Boehner to panel: Work on tax code
Associated Press
WASHINGTON
House Speaker John Boehner urged Congress’ deficit “supercommittee” on Thursday to lay the groundwork for a broad overhaul of the U.S. tax code, rejecting Democrats’ talk of tax increases but leaving open the possibility the government’s take could rise as a result.
Tax increases “are not a viable option” for the committee, Boehner declared in a speech to the Washington Economic Club, ruling out many of the proposals that President Barack Obama is expected to forward to the 12-member panel next week, including some that are part of his major jobs proposal.
Boehner made his remarks as White House officials disclosed that Obama intends to travel to Cincinnati next week as he campaigns for public support of his $447 billion proposal to cut into the nation’s 9.1 percent unemployment rate.

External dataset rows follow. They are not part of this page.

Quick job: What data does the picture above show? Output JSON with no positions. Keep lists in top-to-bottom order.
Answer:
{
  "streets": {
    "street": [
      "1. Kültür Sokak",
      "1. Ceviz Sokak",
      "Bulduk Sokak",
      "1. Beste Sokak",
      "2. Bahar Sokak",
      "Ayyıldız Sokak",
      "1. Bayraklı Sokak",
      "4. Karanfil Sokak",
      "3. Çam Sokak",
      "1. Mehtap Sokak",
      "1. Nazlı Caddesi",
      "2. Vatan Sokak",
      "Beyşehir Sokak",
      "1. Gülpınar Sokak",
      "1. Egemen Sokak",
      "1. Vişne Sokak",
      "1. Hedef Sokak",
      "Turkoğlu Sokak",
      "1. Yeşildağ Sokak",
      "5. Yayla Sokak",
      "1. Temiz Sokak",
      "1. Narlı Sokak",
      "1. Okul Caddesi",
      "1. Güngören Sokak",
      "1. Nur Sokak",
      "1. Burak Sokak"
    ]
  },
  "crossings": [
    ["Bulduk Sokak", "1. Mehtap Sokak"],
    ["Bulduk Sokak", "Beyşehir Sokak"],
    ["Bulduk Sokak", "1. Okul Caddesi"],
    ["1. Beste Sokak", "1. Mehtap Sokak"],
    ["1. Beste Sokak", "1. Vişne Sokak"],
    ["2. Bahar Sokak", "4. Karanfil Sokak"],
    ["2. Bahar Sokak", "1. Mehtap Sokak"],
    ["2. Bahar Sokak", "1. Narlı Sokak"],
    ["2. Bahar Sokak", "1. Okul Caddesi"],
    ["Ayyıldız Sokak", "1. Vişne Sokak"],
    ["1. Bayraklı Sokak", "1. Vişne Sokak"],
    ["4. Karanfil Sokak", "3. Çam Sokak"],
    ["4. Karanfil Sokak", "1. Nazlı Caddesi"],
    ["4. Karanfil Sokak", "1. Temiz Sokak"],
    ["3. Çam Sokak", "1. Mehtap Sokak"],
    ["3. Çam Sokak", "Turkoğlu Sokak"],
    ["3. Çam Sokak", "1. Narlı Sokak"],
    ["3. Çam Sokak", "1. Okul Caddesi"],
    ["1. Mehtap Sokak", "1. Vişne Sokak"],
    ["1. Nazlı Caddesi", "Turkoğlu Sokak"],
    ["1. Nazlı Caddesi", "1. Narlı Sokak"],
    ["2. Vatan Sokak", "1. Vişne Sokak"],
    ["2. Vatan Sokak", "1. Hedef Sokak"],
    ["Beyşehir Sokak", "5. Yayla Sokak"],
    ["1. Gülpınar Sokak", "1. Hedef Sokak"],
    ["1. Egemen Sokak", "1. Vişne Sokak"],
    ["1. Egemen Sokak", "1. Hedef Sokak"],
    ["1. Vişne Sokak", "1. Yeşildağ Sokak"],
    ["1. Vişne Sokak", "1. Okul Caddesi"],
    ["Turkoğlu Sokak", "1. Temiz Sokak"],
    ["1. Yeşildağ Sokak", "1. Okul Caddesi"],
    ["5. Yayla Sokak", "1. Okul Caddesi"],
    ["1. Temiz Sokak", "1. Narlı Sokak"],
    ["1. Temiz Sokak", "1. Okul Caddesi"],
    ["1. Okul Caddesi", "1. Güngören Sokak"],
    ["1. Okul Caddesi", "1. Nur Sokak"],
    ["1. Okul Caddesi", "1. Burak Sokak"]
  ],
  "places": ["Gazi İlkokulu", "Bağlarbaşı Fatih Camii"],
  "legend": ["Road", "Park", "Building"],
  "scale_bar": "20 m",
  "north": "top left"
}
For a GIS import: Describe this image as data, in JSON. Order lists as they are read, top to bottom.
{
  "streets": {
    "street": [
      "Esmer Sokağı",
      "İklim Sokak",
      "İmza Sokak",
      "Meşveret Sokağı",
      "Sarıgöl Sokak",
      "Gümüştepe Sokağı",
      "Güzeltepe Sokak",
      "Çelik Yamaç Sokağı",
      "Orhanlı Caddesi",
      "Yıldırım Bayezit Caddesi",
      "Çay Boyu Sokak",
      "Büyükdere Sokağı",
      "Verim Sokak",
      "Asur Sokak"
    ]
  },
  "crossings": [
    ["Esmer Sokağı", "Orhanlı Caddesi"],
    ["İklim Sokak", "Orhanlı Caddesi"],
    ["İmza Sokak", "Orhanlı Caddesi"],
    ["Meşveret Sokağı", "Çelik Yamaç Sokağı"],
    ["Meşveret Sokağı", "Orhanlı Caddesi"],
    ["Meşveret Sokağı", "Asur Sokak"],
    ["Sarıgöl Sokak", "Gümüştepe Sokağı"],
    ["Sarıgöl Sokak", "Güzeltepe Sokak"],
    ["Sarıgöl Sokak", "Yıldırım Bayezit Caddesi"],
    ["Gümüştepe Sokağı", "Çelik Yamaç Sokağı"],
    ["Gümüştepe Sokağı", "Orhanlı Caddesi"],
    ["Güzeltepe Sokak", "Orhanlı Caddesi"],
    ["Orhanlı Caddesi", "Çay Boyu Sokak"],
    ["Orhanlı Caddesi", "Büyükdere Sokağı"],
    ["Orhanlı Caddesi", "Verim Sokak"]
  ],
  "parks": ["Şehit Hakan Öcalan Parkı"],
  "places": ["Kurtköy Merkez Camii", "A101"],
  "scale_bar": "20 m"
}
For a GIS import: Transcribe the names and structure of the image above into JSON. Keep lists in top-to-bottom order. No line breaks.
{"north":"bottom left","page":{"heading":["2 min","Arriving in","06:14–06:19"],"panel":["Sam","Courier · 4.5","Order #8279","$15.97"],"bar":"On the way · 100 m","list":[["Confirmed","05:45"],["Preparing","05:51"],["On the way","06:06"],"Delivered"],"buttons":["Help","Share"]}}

The political symbolism of the site was unmistakable — an overcrowded bridge that links Boehner’s Ohio with Senate GOP leader Mitch McConnell’s Kentucky, a span the president has cited as an example of the repair work his jobs program would make possible.
“We are going to run this like a campaign in the sense that we have to take it to the American people,” Obama said Thursday, describing the White House strategy to donors at a political fundraiser.
“The Republicans in the House, their natural instinct right now is not to engage in the cooperation we’d like to see,” he said.
Separately, White House spokesman Jay Carney said Obama will not recommend any budget savings from Social Security when he releases his recommendations to the deficit-cutting committee next week, despite the president’s signaling support for that idea in summertime debt- reduction talks with Boehner.
Carney declined to say what, if any, recommendations the president might make to find savings from Medicare.